● TASK BRIEF
Among the entries below, one stretch runs from the line that contains "font-size:13px; font-style:normal; color:var(--muted)" through the line that contains "flex:none; width:22px; height:22px;". Repeat that stretch exactly, ends included, and only that.

● RECORD SET
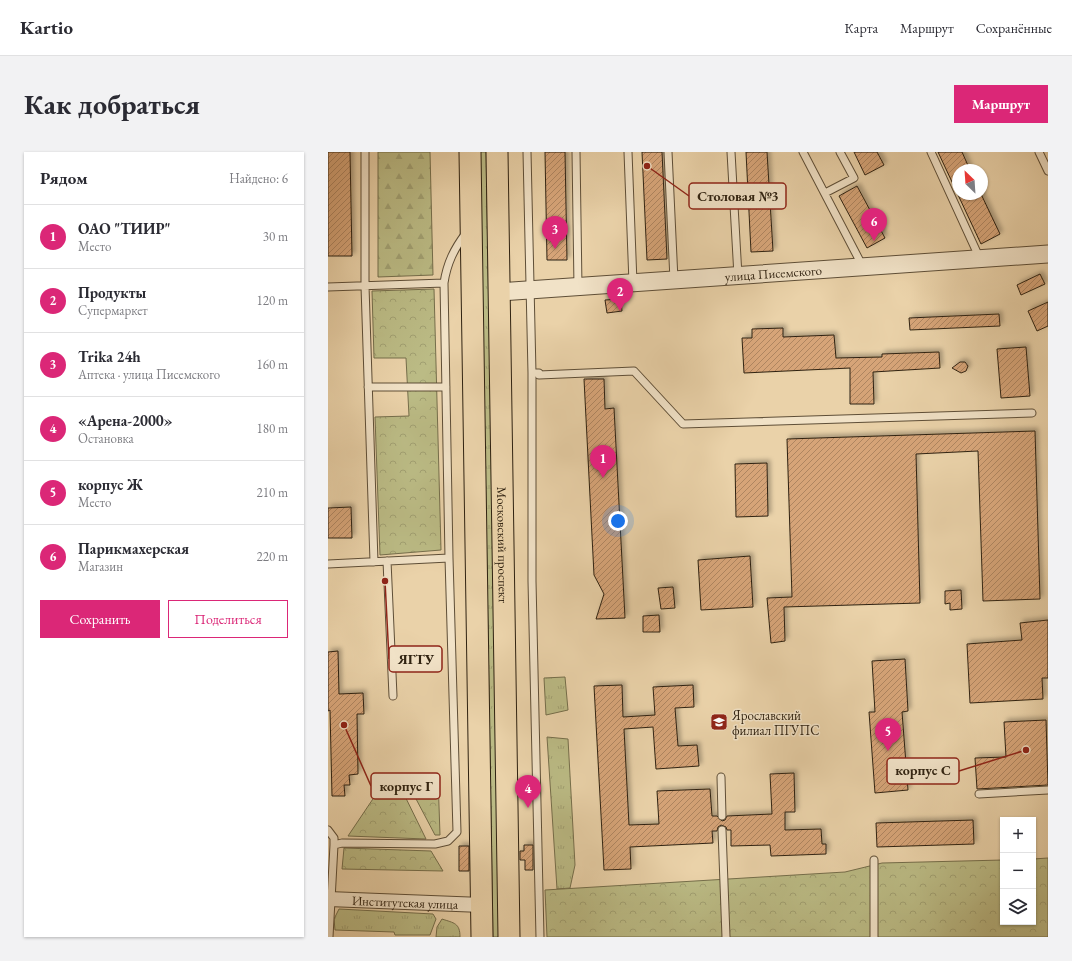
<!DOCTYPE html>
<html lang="ru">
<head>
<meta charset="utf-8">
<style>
	:root { --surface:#fff; --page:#f2f2f3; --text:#2b2b33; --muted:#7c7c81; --line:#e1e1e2; --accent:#db2777 }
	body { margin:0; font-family:"EB Garamond",serif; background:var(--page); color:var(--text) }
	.controls { position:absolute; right:12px; bottom:12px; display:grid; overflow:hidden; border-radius:0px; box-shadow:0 1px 3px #0004 }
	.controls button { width:36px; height:36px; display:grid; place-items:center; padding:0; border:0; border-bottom:1px solid var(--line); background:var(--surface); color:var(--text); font:20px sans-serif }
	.compass { position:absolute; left:624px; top:12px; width:36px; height:36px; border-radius:50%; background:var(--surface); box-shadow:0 1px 3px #0004; rotate:335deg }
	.you { position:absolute; left:290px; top:369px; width:14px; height:14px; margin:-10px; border:3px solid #fff; border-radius:50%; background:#1a73e8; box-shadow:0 0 0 6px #1a73e833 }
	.badge { display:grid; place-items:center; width:26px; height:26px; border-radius:50%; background:var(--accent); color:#fff; font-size:13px; font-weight:700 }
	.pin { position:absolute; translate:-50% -33px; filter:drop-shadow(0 1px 2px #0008) }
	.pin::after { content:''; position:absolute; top:21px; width:14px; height:12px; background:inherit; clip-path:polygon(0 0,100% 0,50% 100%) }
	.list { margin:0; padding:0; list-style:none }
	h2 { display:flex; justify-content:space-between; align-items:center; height:52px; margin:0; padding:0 16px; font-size:17px }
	h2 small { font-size:13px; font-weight:400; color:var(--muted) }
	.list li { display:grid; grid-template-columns:26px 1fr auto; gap:12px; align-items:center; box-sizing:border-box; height:64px; padding:0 16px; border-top:1px solid var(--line) }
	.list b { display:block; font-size:15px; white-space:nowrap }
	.list p { margin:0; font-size:13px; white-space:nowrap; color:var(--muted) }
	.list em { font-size:13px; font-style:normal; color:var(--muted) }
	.actions { display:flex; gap:8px; padding:12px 16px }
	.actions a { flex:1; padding:9px 0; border:1px solid var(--accent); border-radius:0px; text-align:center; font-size:14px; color:var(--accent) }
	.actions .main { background:var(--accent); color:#fff }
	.icon { flex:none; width:22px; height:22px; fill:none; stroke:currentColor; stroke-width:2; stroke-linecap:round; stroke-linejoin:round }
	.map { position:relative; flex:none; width:720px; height:785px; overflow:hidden; border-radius:0px }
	header { display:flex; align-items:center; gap:24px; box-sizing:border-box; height:56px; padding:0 20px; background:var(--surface); border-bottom:1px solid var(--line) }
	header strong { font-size:19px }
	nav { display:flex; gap:22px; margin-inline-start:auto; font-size:14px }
	.intro { display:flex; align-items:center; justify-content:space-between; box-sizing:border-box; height:96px; padding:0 24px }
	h1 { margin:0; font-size:28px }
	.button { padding:10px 18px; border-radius:0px; background:var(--accent); color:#fff; font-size:14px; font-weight:700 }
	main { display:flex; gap:24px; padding:0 24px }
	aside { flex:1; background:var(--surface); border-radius:0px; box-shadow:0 1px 3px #0004 }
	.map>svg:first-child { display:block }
	.grass { fill:url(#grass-tufts); stroke:#756e4b }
	.forest { fill:url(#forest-firs); stroke:#756e4b }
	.park { fill:url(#park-crowns); stroke:#756e4b }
	.building { fill:url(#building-hatch); stroke:#2f2211; filter:url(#shadow) }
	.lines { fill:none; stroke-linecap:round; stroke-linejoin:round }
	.service-casing { stroke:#5e4e37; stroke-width:9 }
	.minor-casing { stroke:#5e4e37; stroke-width:16 }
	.tertiary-casing { stroke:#5e4e37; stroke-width:19 }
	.primary-casing { stroke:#2f2211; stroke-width:23 }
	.service { stroke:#f1e2c7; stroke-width:7 }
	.minor { stroke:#f1e2c7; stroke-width:14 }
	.tertiary { stroke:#f1e2c7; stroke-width:17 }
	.primary { stroke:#ead2a9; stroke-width:21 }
	.labels { text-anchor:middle; stroke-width:3; stroke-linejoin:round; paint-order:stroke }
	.street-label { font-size:13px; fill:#2f2211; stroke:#f1e2c7 }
	.poi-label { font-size:13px; fill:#2f2211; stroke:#f1e2c7; text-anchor:start }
	.leader { fill:none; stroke:#8f2418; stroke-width:1.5 }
	.callout-dot { fill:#8f2418; stroke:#f1e2c7; stroke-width:1.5 }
	.callout { fill:#f1e2c7; stroke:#8f2418; stroke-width:1.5 }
	.callout-label { font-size:14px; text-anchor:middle; font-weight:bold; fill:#2f2211 }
</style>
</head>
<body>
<header>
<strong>Kartio</strong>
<nav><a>Карта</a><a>Маршрут</a><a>Сохранённые</a></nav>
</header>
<div class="intro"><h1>Как добраться</h1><a class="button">Маршрут</a></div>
<main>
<aside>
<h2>Рядом<small>Найдено: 6</small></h2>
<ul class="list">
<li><span class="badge">1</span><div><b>ОАО &quot;ТИИР&quot;</b><p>Место</p></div><em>30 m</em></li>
<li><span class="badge">2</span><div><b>Продукты</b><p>Супермаркет</p></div><em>120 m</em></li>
<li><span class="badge">3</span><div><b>Trika 24h</b><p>Аптека · улица Писемского</p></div><em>160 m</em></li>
<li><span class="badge">4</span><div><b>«Арена-2000»</b><p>Остановка</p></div><em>180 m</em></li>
<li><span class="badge">5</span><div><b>корпус Ж</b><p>Место</p></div><em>210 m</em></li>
<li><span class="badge">6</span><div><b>Парикмахерская</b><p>Магазин</p></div><em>220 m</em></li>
</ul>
<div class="actions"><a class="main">Сохранить</a><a>Поделиться</a></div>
</aside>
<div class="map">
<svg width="720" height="785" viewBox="0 0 720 785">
	<defs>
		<pattern id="grass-tufts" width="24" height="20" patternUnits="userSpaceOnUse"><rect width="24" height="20" fill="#bbbb85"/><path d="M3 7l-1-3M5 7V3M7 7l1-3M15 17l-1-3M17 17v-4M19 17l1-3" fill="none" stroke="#a1a072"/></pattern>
		<pattern id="forest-firs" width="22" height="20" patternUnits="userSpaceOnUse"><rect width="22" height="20" fill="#bbbb85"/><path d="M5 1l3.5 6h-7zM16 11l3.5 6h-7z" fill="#a1a072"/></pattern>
		<pattern id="park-crowns" width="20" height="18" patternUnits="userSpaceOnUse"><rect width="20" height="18" fill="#bbbb85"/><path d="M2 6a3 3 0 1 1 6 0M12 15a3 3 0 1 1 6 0" fill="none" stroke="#a1a072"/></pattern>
		<pattern id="building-hatch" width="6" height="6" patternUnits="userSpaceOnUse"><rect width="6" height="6" fill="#d6a478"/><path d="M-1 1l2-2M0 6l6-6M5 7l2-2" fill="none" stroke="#ae8561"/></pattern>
		<filter id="shadow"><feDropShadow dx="3" dy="-3" stdDeviation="2" flood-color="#0004"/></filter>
	</defs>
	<rect width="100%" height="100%" fill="#ead2a9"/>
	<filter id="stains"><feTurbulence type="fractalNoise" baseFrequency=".005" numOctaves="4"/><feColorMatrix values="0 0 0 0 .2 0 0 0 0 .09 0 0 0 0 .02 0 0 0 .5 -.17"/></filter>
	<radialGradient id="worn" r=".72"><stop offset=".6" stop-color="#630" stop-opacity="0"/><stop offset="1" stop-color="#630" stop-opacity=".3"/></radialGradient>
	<path class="grass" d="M152 0H158L172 785H165Z
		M237 525 240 558 218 563 216 526Z
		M219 585 240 587 247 713 242 736 229 737Z
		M11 757 105 762 108 767 102 783H67L66 780 7 778 6 767Z
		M114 767C126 771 132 771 132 785H108L109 775Z"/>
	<path class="forest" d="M50 0H102L105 123 50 125Z"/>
	<path class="park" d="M106 137 113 398 52 403 47 265 81 264 78 206H46L44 139Z
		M110 625 112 683H107L77 626Z
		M59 626H68L98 687 20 684Z
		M16 696 103 699 115 719 14 717Z
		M720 706V785H219L217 738 517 720 554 711 675 708V770H705V707Z"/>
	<path class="building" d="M0 0H22L24 104H0Z
		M217 0H237L239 108H219Z
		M314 0H334L339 107 319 108Z
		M418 0H439L445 99 423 100Z
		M526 0H549L556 13 537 23Z
		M610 0H634L642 18H630V42H653L672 82 653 92Z
		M529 34 557 86 539 96 511 44Z
		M712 122 717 132 693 143 689 133Z
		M293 147 294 159 279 161 277 148Z
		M720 150V174L709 179 700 159Z
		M671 162 672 174 582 178 581 166Z
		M455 176V185L506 183 508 206 554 205V202L611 200 612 216 545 220 546 252H522V216L416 221 414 186H424V177Z
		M698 195 702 244 673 246 669 197Z
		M632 210H637L640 214 638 219 633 221 624 216Z
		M256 227H276L277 257 286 256 297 466 268 467 276 442 266 423Z
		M707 279 712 447 655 449 650 299 588 302 592 451 456 455 457 489 443 491 439 446 464 445 459 287Z
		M439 311 440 364 408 365 407 312Z
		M23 355 24 386H0V356Z
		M422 404 425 455 373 458 370 408Z
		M345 435 347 456 333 457 330 436Z
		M633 438 634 457 622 458V451L617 452V439Z
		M331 463 332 480H315V464Z
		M720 468V526H714L715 547 642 551 639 492 694 488 692 471Z
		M10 499 11 542 35 541 36 562H29L30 622 21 623 22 633H16L17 644H4L2 558 0 559V500Z
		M577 507 580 559 574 560 580 638 547 641 541 560H547L544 509Z
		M294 533 295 565 327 563 325 535 365 533 366 555 347 556 350 594 369 593 371 614 328 617 325 575 296 577 301 673 331 672 329 639 382 637 384 664H389L394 669 397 668 399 664 444 662 442 622 466 621 467 660H457V678L493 677 494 692H498V702L443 704 442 693 403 694V678H399L398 675 393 673 390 675 389 679H384L385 691 302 695 303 717 276 718 266 534Z
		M718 568 720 633 649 637 647 606 678 605 676 570Z
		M645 668 646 692 549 695 548 671Z
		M196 693H205V718H197V708H192V699H196Z
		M131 694H141V719H131Z"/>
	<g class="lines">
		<g class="service-casing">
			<path id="service" d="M37 0V134L46 410
				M199 0 204 221V429L212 785
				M248 0 250 135
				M300 0 305 131
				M340 0 346 128
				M403 0 410 124
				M475 0 535 115
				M603 0 652 107
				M711 0 720 19
				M497 41 526 26 512 0
				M0 135 116 131
				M204 221H211V223L306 219 355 272 704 261
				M40 235H118
				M59 409 65 544
				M0 412 121 406
				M393 625 394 664
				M651 642 720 638
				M0 678 6 686V693
				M394 678 398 785
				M546 708V785
				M1 785 6 693 14 691 107 692 120 689 129 680 121 406 116 131C119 111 126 97 138 81"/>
		</g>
		<g class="minor-casing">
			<g id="minor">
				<path id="s1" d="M0 747 154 753"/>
			</g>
		</g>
		<g class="tertiary-casing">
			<g id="tertiary">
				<path id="s2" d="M171 140 720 102"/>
			</g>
		</g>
		<g class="primary-casing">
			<g id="primary">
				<path d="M142 0 154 785"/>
				<path id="s3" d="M169 0 181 785"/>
			</g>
		</g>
		<use href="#service" class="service"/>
		<use href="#minor" class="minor"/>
		<use href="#tertiary" class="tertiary"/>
		<use href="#primary" class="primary"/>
	</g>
	<defs>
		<g id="university-square" transform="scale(0.9)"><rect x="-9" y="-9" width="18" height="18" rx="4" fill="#8f2418" stroke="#f1e2c7"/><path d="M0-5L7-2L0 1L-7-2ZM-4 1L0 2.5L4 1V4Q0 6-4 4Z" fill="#fff"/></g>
	</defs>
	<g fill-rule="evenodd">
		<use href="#university-square" x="391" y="570"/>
	</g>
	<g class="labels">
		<g class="street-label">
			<text dy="5" stroke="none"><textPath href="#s2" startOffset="275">улица Писемского</textPath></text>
			<text dy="5" stroke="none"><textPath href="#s3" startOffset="393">Московский проспект</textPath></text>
			<text dy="5" stroke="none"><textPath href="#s1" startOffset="77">Институтская улица</textPath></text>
		</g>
		<g class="poi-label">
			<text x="404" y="568">Ярославский<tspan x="404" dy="15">филиал ПГУПС</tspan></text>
		</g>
	</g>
	<path class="leader" d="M319 14L361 44M57 429L61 507M698 598L631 619M16 573L43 634"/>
	<g class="callout-dot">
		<circle cx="319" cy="14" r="4"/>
		<circle cx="57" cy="429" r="4"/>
		<circle cx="698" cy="598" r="4"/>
		<circle cx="16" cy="573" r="4"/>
	</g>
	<g class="callout">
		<rect x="361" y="31" width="97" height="26" rx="4"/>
		<rect x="61" y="494" width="53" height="26" rx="4"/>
		<rect x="559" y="606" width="72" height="26" rx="4"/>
		<rect x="43" y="621" width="69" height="26" rx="4"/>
	</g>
	<g class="callout-label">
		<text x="410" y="49">Столовая №3</text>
		<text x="88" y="512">ЯГТУ</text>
		<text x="595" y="623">корпус С</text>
		<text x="78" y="639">корпус Г</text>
	</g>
	<rect width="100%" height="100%" filter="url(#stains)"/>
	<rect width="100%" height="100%" fill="url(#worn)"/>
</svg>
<div class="controls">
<button>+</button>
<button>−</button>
<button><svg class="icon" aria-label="layers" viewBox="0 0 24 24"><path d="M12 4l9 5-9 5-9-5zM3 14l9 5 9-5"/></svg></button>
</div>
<svg class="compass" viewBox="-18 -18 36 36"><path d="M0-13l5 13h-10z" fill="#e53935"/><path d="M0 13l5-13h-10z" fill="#7c7c81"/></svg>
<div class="you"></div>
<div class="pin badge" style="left:275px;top:326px">1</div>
<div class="pin badge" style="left:292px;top:159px">2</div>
<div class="pin badge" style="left:227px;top:97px">3</div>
<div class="pin badge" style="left:200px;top:656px">4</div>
<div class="pin badge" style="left:560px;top:599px">5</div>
<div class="pin badge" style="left:546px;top:89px">6</div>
</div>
</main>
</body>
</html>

● EXERCISE RESULT
	.list em { font-size:13px; font-style:normal; color:var(--muted) }
	.actions { display:flex; gap:8px; padding:12px 16px }
	.actions a { flex:1; padding:9px 0; border:1px solid var(--accent); border-radius:0px; text-align:center; font-size:14px; color:var(--accent) }
	.actions .main { background:var(--accent); color:#fff }
	.icon { flex:none; width:22px; height:22px; fill:none; stroke:currentColor; stroke-width:2; stroke-linecap:round; stroke-linejoin:round }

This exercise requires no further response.